[Collected data]
.....

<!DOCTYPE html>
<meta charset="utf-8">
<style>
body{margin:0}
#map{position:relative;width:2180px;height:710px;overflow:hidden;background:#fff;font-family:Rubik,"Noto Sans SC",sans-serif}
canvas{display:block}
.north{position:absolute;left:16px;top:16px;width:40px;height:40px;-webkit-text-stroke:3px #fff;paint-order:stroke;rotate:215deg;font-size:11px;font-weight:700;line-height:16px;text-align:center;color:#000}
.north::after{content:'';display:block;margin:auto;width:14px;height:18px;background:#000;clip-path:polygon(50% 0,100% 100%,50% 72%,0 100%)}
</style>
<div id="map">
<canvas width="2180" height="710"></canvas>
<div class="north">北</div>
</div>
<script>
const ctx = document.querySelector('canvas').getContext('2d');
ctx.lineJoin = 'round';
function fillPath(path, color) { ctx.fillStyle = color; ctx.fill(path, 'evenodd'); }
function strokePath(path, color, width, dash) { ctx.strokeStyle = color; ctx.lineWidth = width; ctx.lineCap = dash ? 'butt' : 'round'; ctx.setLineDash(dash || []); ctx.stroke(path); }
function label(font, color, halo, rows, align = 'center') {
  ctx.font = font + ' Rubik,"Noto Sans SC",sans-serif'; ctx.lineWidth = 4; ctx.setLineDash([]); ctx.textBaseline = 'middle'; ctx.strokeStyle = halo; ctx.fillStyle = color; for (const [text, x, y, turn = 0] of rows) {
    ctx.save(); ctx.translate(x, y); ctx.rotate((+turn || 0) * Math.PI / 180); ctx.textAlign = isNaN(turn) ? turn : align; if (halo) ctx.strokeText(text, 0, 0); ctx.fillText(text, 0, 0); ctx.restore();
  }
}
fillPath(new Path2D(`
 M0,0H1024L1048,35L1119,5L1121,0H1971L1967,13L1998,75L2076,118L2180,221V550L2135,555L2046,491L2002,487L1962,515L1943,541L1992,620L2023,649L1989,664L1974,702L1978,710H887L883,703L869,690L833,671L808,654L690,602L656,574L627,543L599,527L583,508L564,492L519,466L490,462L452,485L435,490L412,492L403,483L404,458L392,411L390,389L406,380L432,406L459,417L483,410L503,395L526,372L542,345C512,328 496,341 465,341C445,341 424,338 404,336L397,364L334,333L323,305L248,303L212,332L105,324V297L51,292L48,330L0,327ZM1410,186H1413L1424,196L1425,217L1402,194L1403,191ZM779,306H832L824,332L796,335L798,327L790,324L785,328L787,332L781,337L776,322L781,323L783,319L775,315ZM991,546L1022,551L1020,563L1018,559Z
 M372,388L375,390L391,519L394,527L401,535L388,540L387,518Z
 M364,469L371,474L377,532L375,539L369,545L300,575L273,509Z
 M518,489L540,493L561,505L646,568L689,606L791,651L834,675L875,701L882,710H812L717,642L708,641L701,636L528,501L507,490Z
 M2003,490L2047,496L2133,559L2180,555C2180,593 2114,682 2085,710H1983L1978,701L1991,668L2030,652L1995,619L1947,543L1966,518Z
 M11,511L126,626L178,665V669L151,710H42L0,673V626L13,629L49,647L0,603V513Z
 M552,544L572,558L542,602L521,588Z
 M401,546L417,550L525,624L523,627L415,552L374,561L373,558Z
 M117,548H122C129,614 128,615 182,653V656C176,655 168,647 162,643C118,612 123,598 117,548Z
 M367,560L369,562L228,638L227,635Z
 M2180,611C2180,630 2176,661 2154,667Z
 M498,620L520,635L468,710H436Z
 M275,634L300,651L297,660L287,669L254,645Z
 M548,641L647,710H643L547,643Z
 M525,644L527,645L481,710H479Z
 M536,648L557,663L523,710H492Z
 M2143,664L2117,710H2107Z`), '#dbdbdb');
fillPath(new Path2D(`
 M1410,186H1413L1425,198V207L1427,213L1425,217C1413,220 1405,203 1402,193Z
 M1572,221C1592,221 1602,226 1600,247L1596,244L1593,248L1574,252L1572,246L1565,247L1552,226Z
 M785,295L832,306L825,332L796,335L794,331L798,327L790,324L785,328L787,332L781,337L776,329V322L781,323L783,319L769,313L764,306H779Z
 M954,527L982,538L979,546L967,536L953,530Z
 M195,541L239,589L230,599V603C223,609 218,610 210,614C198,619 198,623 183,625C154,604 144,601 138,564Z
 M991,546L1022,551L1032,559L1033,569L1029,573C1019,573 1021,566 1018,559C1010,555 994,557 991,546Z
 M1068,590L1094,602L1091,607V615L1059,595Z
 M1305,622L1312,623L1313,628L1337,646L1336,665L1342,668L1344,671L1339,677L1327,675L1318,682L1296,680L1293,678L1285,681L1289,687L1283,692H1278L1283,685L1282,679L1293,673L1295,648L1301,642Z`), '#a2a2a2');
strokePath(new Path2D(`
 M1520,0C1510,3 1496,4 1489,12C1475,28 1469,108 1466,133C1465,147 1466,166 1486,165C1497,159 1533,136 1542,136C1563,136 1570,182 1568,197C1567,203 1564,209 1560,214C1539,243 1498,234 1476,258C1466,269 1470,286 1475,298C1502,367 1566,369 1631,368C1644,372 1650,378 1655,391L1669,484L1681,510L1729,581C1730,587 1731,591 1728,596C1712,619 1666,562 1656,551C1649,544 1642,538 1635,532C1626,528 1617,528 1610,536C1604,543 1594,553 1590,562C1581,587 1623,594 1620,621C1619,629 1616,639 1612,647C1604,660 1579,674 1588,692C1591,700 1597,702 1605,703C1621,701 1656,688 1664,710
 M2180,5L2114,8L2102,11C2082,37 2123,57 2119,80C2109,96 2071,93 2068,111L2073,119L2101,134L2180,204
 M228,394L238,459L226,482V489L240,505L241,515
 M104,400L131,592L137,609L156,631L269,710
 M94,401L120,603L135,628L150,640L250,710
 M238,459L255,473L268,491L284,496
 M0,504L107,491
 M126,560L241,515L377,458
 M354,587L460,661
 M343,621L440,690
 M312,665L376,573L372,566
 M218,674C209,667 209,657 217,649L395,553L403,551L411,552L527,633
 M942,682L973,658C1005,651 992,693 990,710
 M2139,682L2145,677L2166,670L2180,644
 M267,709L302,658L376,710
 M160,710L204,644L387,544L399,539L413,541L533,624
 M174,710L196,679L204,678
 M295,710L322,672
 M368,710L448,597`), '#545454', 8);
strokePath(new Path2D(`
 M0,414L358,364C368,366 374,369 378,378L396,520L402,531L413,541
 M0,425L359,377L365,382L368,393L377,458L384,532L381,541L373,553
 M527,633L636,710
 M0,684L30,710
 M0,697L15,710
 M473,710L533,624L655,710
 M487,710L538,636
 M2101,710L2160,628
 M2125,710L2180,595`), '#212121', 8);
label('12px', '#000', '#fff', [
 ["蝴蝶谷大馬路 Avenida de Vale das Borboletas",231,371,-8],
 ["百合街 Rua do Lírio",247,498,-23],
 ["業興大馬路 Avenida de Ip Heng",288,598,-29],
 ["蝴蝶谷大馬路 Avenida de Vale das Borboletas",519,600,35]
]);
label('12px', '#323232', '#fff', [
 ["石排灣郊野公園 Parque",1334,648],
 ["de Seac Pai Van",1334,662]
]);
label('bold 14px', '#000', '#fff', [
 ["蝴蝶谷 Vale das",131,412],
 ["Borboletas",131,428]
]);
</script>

.....

## Exercise directions
Among the entries above, which lines include "rows"? List them all.

## Solution
function label(font, color, halo, rows, align = 'center') {
  ctx.font = font + ' Rubik,"Noto Sans SC",sans-serif'; ctx.lineWidth = 4; ctx.setLineDash([]); ctx.textBaseline = 'middle'; ctx.strokeStyle = halo; ctx.fillStyle = color; for (const [text, x, y, turn = 0] of rows) {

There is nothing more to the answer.